[Collected data entries]
Content starts

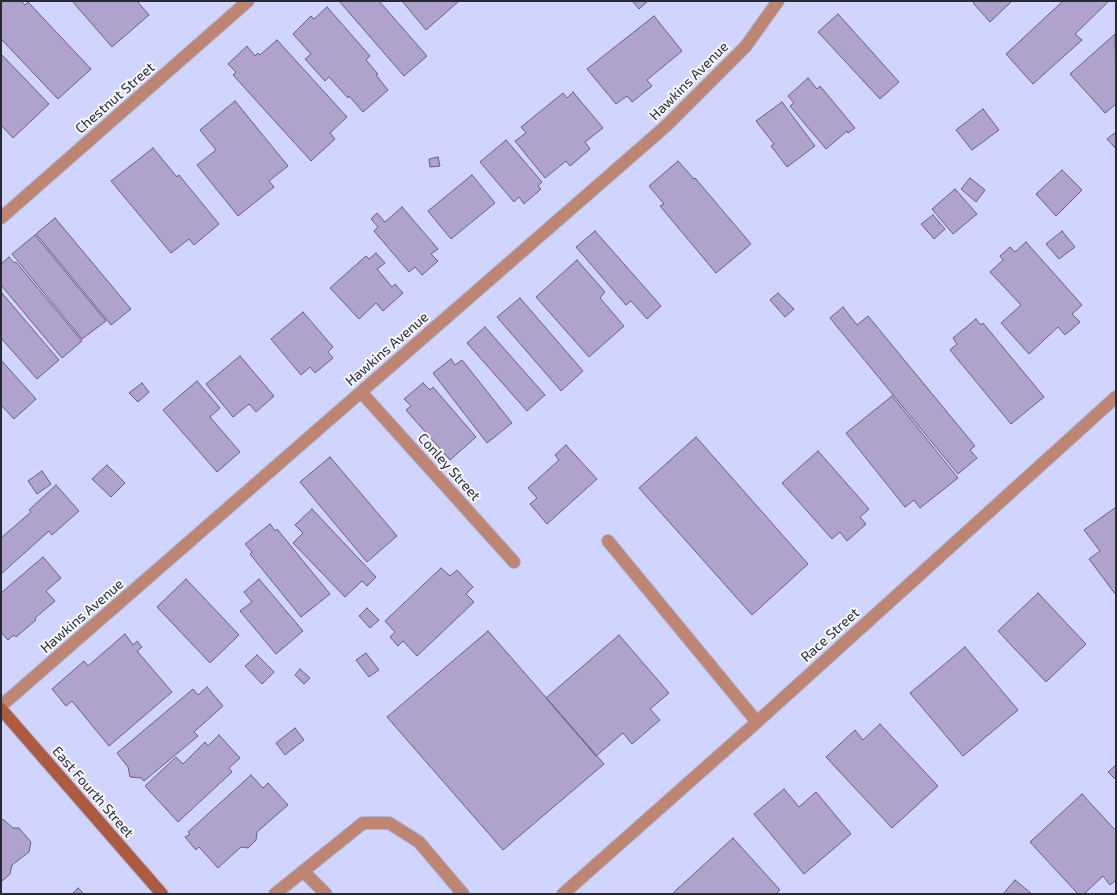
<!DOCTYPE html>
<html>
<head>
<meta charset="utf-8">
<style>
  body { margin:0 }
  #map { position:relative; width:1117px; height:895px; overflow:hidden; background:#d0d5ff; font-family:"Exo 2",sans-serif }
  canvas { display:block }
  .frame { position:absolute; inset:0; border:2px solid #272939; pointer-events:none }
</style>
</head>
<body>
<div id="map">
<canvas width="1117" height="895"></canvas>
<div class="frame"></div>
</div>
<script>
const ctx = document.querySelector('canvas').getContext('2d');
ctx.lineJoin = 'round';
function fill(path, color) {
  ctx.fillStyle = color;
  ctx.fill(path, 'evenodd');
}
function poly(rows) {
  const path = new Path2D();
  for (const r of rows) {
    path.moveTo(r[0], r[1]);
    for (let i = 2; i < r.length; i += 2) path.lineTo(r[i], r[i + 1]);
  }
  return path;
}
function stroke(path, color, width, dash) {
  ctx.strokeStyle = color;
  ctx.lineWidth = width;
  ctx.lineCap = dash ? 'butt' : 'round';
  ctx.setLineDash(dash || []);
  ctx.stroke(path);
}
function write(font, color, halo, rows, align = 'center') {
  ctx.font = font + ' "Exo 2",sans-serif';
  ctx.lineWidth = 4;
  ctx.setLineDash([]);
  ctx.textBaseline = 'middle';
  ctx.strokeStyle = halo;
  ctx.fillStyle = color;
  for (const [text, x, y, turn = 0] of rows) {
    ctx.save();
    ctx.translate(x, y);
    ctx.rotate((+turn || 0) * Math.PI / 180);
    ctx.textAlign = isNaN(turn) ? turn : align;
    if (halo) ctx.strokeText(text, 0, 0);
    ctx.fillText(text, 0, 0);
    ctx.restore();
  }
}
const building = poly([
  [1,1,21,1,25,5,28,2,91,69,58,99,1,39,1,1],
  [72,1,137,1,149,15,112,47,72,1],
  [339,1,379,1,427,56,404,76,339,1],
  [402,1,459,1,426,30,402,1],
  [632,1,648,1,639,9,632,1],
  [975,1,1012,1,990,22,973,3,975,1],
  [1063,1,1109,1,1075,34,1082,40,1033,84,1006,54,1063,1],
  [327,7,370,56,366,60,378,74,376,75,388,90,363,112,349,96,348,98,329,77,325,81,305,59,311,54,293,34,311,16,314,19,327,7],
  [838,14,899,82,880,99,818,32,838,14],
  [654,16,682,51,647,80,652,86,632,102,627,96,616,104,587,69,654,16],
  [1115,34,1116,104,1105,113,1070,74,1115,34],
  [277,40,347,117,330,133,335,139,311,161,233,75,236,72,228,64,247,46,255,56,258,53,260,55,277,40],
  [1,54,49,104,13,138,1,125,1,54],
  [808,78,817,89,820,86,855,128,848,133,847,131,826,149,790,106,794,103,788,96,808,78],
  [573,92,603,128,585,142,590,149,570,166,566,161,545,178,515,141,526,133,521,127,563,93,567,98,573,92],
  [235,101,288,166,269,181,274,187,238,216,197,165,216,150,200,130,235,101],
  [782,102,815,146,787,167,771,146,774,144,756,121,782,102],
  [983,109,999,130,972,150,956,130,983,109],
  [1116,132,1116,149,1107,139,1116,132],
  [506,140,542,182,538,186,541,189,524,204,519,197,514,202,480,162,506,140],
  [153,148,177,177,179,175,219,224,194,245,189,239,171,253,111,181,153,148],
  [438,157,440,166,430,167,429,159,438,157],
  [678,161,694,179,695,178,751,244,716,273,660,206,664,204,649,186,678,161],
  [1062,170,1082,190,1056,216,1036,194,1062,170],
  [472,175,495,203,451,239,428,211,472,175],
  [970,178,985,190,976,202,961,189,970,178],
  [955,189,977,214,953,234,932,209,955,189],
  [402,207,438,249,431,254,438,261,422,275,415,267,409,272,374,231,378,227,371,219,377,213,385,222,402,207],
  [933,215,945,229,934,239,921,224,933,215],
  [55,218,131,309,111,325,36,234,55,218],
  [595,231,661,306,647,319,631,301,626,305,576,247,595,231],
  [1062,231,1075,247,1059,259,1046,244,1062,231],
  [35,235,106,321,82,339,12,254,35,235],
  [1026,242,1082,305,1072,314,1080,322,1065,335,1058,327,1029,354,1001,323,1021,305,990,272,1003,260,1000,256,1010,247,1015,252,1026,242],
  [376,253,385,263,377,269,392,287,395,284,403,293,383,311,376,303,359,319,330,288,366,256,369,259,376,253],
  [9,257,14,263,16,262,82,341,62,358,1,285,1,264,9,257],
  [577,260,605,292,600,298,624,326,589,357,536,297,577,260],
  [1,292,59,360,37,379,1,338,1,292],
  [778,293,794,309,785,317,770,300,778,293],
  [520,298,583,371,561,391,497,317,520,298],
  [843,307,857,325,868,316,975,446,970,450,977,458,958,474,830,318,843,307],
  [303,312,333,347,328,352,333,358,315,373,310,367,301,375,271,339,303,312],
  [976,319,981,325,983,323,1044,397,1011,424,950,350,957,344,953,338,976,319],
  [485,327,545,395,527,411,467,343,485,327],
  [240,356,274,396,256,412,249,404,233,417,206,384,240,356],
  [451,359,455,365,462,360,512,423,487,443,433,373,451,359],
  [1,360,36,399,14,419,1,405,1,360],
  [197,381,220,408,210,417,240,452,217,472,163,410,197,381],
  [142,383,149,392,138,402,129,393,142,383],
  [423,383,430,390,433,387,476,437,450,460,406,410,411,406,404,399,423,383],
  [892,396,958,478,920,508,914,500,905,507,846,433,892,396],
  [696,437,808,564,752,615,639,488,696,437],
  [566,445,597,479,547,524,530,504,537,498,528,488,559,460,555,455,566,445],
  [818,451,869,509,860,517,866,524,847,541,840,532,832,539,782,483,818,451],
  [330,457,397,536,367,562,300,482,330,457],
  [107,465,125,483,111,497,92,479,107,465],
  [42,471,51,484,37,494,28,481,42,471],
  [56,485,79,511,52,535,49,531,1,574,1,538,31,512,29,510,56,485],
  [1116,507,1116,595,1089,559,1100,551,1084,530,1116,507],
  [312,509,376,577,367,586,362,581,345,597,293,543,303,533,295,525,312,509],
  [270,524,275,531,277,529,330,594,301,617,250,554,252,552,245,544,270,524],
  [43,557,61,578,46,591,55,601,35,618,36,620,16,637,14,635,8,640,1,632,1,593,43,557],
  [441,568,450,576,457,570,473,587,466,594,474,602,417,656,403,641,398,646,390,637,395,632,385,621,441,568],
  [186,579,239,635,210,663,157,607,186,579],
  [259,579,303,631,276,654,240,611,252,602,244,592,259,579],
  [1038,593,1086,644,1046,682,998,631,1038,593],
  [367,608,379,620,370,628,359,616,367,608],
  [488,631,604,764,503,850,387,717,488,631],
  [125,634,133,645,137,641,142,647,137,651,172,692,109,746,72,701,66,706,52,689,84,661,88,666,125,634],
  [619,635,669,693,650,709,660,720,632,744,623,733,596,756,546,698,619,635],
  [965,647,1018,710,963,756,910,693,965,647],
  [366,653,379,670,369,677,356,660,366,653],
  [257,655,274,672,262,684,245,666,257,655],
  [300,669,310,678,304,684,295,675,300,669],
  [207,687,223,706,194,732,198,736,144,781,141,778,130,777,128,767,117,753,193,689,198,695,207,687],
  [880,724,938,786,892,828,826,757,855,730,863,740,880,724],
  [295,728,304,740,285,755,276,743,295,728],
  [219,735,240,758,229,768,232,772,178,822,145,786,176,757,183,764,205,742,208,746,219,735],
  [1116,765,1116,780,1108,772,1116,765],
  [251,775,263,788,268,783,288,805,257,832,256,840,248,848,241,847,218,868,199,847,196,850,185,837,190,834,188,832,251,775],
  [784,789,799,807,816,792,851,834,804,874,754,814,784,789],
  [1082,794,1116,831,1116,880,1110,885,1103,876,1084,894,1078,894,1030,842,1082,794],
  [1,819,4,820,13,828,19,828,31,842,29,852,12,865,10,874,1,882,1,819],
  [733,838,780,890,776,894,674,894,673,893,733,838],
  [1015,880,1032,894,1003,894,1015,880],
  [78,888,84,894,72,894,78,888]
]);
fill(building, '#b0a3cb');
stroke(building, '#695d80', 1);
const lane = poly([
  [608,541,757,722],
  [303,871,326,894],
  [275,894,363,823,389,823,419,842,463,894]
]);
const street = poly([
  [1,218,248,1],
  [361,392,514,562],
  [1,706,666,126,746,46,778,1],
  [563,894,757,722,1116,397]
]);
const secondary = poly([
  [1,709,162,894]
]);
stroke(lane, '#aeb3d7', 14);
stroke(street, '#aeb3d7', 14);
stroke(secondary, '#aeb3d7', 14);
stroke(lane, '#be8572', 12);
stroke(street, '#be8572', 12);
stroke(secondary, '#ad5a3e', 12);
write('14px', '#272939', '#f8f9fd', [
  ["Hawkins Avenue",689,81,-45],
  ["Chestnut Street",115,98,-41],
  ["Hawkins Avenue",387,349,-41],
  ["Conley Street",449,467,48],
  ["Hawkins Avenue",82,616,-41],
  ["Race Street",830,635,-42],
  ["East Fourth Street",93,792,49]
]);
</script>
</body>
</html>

Content ends

### WHAT YOU WILL DO
Only the lines from the first line of the entries through the line containing "ctx.lineCap = dash ? 'butt' : 'round';" should be output, exactly as they are, without pictures.

### SOLUTION FOR THIS PROBLEM
<!DOCTYPE html>
<html>
<head>
<meta charset="utf-8">
<style>
  body { margin:0 }
  #map { position:relative; width:1117px; height:895px; overflow:hidden; background:#d0d5ff; font-family:"Exo 2",sans-serif }
  canvas { display:block }
  .frame { position:absolute; inset:0; border:2px solid #272939; pointer-events:none }
</style>
</head>
<body>
<div id="map">
<canvas width="1117" height="895"></canvas>
<div class="frame"></div>
</div>
<script>
const ctx = document.querySelector('canvas').getContext('2d');
ctx.lineJoin = 'round';
function fill(path, color) {
  ctx.fillStyle = color;
  ctx.fill(path, 'evenodd');
}
function poly(rows) {
  const path = new Path2D();
  for (const r of rows) {
    path.moveTo(r[0], r[1]);
    for (let i = 2; i < r.length; i += 2) path.lineTo(r[i], r[i + 1]);
  }
  return path;
}
function stroke(path, color, width, dash) {
  ctx.strokeStyle = color;
  ctx.lineWidth = width;
  ctx.lineCap = dash ? 'butt' : 'round';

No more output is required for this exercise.